Vers un duel Aubin-Lamarche

ÉDITORIAL / Il y a beau y avoir quatre candidats à la mairie de Trois-Rivières et on avait beau prédire que dans les faits il s’agissait d’une course à trois, le constat qui se dessine aujourd’hui est finalement celui d’une lutte à deux. À la lumière d’un sondage Mainstreet réalisé pour Le Nouvelliste, ça va se jouer entre Jean-François Aubin et Jean Lamarche. Et les prochaines semaines s’annoncent intéressantes.

À trois semaines et demie du scrutin, Jean-François Aubin affiche une avance de neuf points, ce qui est considérable. Et aussi bien dire les choses comme elles sont – même si c’est plate à dire –: il mène largement là où ça compte le plus: auprès des électeurs de 65 ans et plus.

Dans leur cadre habituel, les élections municipales affichent des taux de participation qui peinent à atteindre les 50 %. À Trois-Rivières, en 2017, seulement 48,6 % des électeurs s’étaient rendus aux urnes. Et c’était dans le cadre d’une élection générale qui impliquait un vote pour la mairie et un vote pour chacun des treize postes de conseillers qui étaient alors en élection. Malgré tout le contexte hautement médiatisé dans lequel elle a été déclenchée, cette élection partielle à la mairie ne fera pas courir les foules aux bureaux de scrutin.

Dans pareil cas, tout reposera sur la capacité des candidats à faire sortir leur vote. Et comme les aînés vont généralement voter en plus grand nombre, on concentrera certainement les efforts vers eux. Et s’il fallait que les jeunes électeurs (18-34 ans) décident de se rendre nombreux aux urnes, cela tomberait bien pour Jean-François Aubin: il mène largement là aussi.

Mais ce n’est pas gagné pour autant. Jean Lamarche, qui a repris de l’aplomb après un début de campagne laborieux, obtient 35,7 % des intentions de vote et il est le meneur chez les 35-64 ans et plus largement encore chez les 35-49 ans. C’est le cœur de la population qui travaille et qui paye des taxes. La tranche d’électeurs qui devrait, normalement, être la plus directement concernée par la majorité des décisions d’un conseil municipal.

Jean Lamarche obtient aussi un bon score en ce qui a trait au «capital de sympathie», ce sur quoi il peut tabler pour réduire son retard derrière Aubin. Et il faut reconnaître que 36 % des intentions de vote, pour un candidat qui accusait un déficit de notoriété par rapport à son principal adversaire, c’est honorable.

On se rappellera que lors de la dernière élection à la mairie, en novembre 2017, le candidat Aubin avait obtenu 44,7 % des voix, alors qu’un sondage paru trois semaines plus tôt ne lui donnait que 31,3 % des intentions de vote.

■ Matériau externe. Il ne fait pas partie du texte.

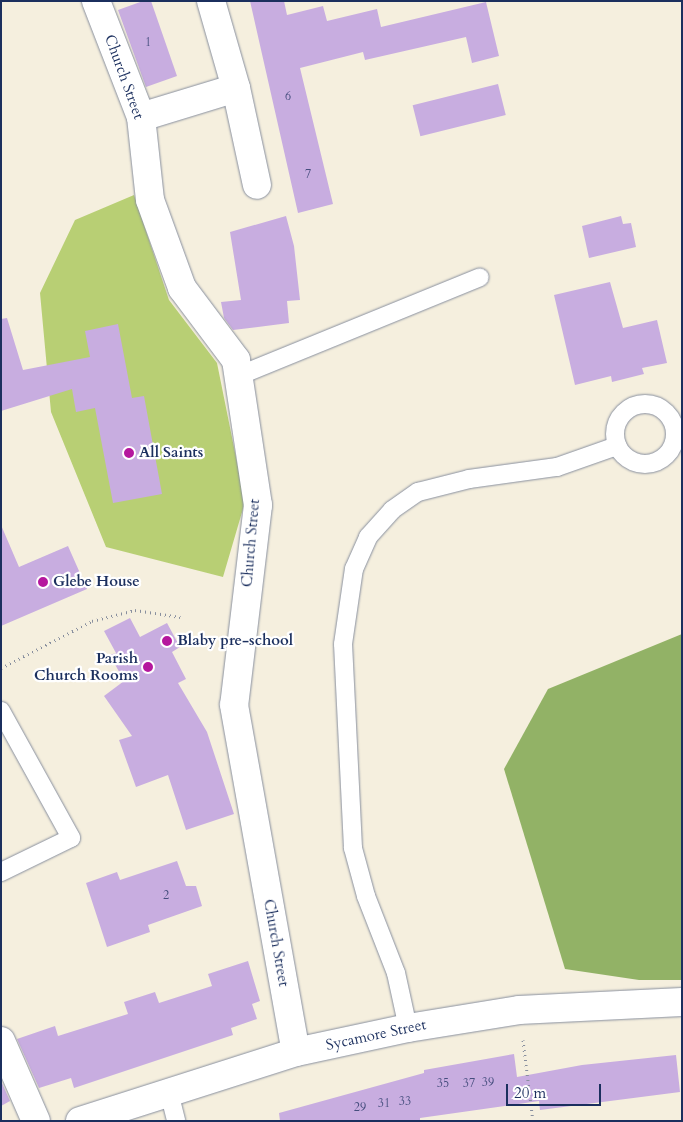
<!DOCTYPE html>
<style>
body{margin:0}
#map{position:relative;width:683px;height:1122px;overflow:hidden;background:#f5efde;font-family:Cardo,serif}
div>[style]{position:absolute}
.green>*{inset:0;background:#b8cf74}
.forest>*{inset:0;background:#92b266}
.building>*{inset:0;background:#c8ade0;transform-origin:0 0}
.path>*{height:3px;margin-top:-1.5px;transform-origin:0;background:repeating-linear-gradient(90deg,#888f9e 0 1px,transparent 0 5px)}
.roads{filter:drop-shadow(0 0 1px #888f9e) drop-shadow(0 0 1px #888f9e)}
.service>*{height:18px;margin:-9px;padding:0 9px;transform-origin:9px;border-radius:9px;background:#fff}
.service>.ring{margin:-9px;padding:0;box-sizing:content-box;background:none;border:18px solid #fff;border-radius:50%}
.minor>*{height:28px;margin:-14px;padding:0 14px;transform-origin:14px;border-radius:14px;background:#fff}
.tertiary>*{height:28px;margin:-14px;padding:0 14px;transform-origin:14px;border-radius:14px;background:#fff}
.dots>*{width:14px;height:14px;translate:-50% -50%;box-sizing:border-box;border:2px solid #fff;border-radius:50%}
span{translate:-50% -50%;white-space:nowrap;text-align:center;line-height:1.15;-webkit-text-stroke:4.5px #fff;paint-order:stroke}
.number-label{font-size:12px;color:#464e7e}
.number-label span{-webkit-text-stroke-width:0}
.street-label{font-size:15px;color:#1b2f5e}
.poi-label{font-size:15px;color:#1b2f5e;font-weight:700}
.left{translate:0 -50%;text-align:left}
.right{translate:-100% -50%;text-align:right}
.frame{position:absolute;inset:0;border:2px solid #1b2f5e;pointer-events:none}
.scale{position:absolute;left:506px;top:1084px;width:95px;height:22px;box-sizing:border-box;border:2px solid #1b2f5e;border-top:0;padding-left:6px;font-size:15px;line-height:18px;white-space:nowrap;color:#1b2f5e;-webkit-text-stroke:4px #fff;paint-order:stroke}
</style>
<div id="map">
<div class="green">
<i style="clip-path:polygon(134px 195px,169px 300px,217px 363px,245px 502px,223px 577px,106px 547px,51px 412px,40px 293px,75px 220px)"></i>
</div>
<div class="forest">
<i style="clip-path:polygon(682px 634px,682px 980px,639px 980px,565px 969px,504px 769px,548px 689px)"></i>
</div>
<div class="building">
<i style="clip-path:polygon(143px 1px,151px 1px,177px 76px,146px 87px,118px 10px)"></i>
<i style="clip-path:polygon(250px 1px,284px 1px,287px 15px,323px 6px,327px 21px,377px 9px,381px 27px,486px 2px,499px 56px,472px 63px,466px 37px,365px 60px,363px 52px,300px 68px,333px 204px,298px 213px)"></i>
<i style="left:498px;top:84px;width:32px;height:88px;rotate:76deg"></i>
<i style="clip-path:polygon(286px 216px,294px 246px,300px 300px,287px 301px,289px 323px,233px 330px,224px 318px,221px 302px,241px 300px,230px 232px)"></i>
<i style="clip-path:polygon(621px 216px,623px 224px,631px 223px,636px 247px,589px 258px,582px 226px)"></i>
<i style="clip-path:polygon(610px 282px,623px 328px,657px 320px,667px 363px,642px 368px,644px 374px,612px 382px,611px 376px,575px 385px,554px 295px)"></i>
<i style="clip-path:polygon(7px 318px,23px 370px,90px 357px,85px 331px,118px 324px,132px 398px,144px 396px,162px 494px,113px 503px,95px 408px,76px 412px,72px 389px,1px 411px,1px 319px)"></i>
<i style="clip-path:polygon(1px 525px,19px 567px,68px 546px,87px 589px,1px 626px)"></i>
<i style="clip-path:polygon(130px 618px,140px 637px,167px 623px,180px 647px,172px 652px,186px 679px,178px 683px,207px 732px,234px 814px,186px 830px,168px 775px,136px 787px,119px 740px,132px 736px,104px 696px,124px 681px,110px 655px,116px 653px,104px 631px)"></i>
<i style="clip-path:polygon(177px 861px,186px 886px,196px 886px,202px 906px,148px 925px,150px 932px,107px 947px,86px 883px,117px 872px,120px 880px)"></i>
<i style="clip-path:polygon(248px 961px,260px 1001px,252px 1004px,257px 1019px,231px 1028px,233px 1035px,74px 1088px,71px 1078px,39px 1088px,17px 1039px,55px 1026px,58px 1036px,128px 1014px,124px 1002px,155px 992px,159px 1003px,212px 986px,208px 974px)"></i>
<i style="clip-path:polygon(514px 1054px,517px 1077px,582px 1065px,676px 1055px,680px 1092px,540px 1110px,539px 1101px,420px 1118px,420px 1121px,280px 1121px,279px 1113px,424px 1073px,424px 1070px)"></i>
<i style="clip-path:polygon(1px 1081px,10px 1101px,1px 1106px)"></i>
</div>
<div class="path">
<i style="left:1px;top:668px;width:102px;rotate:-27.3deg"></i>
<i style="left:92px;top:621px;width:44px;rotate:-14.3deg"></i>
<i style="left:135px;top:610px;width:46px;rotate:8.8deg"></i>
<i style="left:523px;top:1040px;width:82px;rotate:83deg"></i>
</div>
<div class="roads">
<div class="service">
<i style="left:238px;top:376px;width:261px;rotate:-22.2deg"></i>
<i class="ring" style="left:615px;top:404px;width:42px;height:42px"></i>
<i style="left:1px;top:711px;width:145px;rotate:61.1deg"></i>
<i style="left:71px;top:838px;width:78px;rotate:154.1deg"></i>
<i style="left:408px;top:1028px;width:56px;rotate:-102.3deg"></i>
<i style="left:396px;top:973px;width:83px;rotate:-111.3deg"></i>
<i style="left:366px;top:896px;width:50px;rotate:-105.2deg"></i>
<i style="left:353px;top:848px;width:204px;rotate:-92.8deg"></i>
<i style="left:343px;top:644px;width:76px;rotate:-81.7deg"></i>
<i style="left:354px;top:569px;width:35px;rotate:-66deg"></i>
<i style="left:368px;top:537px;width:36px;rotate:-48deg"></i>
<i style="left:392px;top:510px;width:32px;rotate:-35deg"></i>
<i style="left:418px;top:492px;width:53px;rotate:-14.3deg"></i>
<i style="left:469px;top:479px;width:89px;rotate:-7.8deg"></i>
<i style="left:557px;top:467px;width:64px;rotate:-19.3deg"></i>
<i style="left:169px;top:1092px;width:30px;rotate:76deg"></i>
</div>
<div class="minor">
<i style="left:96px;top:1px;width:124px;rotate:68.8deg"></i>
<i style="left:141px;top:117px;width:83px;rotate:83.8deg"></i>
<i style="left:150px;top:200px;width:94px;rotate:70deg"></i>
<i style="left:182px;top:288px;width:90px;rotate:53.1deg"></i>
<i style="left:236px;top:360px;width:147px;rotate:81.4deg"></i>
<i style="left:258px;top:505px;width:201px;rotate:96.8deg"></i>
<i style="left:234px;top:705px;width:352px;rotate:79.9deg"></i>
<i style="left:211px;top:1px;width:91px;rotate:74deg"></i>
<i style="left:141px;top:117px;width:99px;rotate:-17deg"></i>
<i style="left:236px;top:88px;width:99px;rotate:77.8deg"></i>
<i style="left:1px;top:1041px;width:87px;rotate:66.4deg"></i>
</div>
<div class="tertiary">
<i style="left:80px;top:1121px;width:227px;rotate:-17.7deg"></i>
<i style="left:296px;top:1052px;width:115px;rotate:-12.1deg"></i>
<i style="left:408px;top:1028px;width:112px;rotate:-9.2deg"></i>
<i style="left:519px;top:1010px;width:163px;rotate:-2.8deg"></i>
</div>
</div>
<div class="dots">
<i style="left:129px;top:453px;background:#b5179e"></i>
<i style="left:43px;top:582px;background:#b5179e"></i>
<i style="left:167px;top:641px;background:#b5179e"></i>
<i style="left:148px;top:667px;background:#b5179e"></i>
</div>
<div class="number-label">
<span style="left:148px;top:43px">1</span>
<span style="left:288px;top:97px">6</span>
<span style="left:308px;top:175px">7</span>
<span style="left:166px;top:896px">2</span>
<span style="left:488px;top:1083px">39</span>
<span style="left:443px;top:1084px">35</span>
<span style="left:469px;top:1084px">37</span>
<span style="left:405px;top:1102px">33</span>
<span style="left:384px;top:1104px">31</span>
<span style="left:360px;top:1108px">29</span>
</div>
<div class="street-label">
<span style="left:124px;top:77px;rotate:70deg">Church Street</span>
<span style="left:251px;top:543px;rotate:-85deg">Church Street</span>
<span style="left:276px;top:943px;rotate:80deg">Church Street</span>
<span style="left:376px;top:1035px;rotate:-12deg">Sycamore Street</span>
</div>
<div class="poi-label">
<span class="left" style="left:139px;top:453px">All Saints</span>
<span class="left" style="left:53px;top:582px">Glebe House</span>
<span class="left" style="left:177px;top:641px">Blaby pre-school</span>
<span class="right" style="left:138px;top:667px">Parish<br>Church Rooms</span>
</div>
<div class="frame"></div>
<div class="scale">20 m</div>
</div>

Évidemment, ça peut s’interpréter de toutes sortes de façons. Mais ça démontre essentiellement une chose: Jean-François Aubin obtient, dans ce sondage Mainstreet, exactement le même score que celui qu’il a réalisé au scrutin de 2017: 44,7 %.

C’est tout un hasard. Mais ce que cela révèle, c’est qu’il semble donc y avoir, à Trois-Rivières, un bassin de plus ou moins 45 % d’électeurs qui sont disposés à voter pour Jean-François Aubin, quelles que soient les circonstances. Dans une élection à quatre ou une course à trois, ça suffit pour remporter l’élection. Mais dans une lutte à deux où les sympathisants d’Éric Lord ou de Pierre-Benoît Fortin pourraient être tentés de modifier leur choix, ça pourrait ne pas suffire.

Jean-François Aubin devra donc continuer à travailler et à ne rien tenir pour acquis. Depuis le début de la campagne électorale, il multiplie les annonces et démontre une connaissance pointue de la plupart des dossiers municipaux, aidé certainement par son expérience de conseiller municipal et de candidat à la mairie.

Même s’il n’a pas ce bagage, Jean Lamarche plaît aux électeurs qui voudraient de la continuité. Son défi sera de ne pas céder à la tentation de jouer le rôle de l’agressif de service pour espérer faire des gains. Cela pourrait lui nuire davantage.

Rien n’est encore joué dans cette course à la mairie. Un sondage, c’est une photo prise à un moment précis. Et en politique, même municipale, chaque semaine peut être une éternité.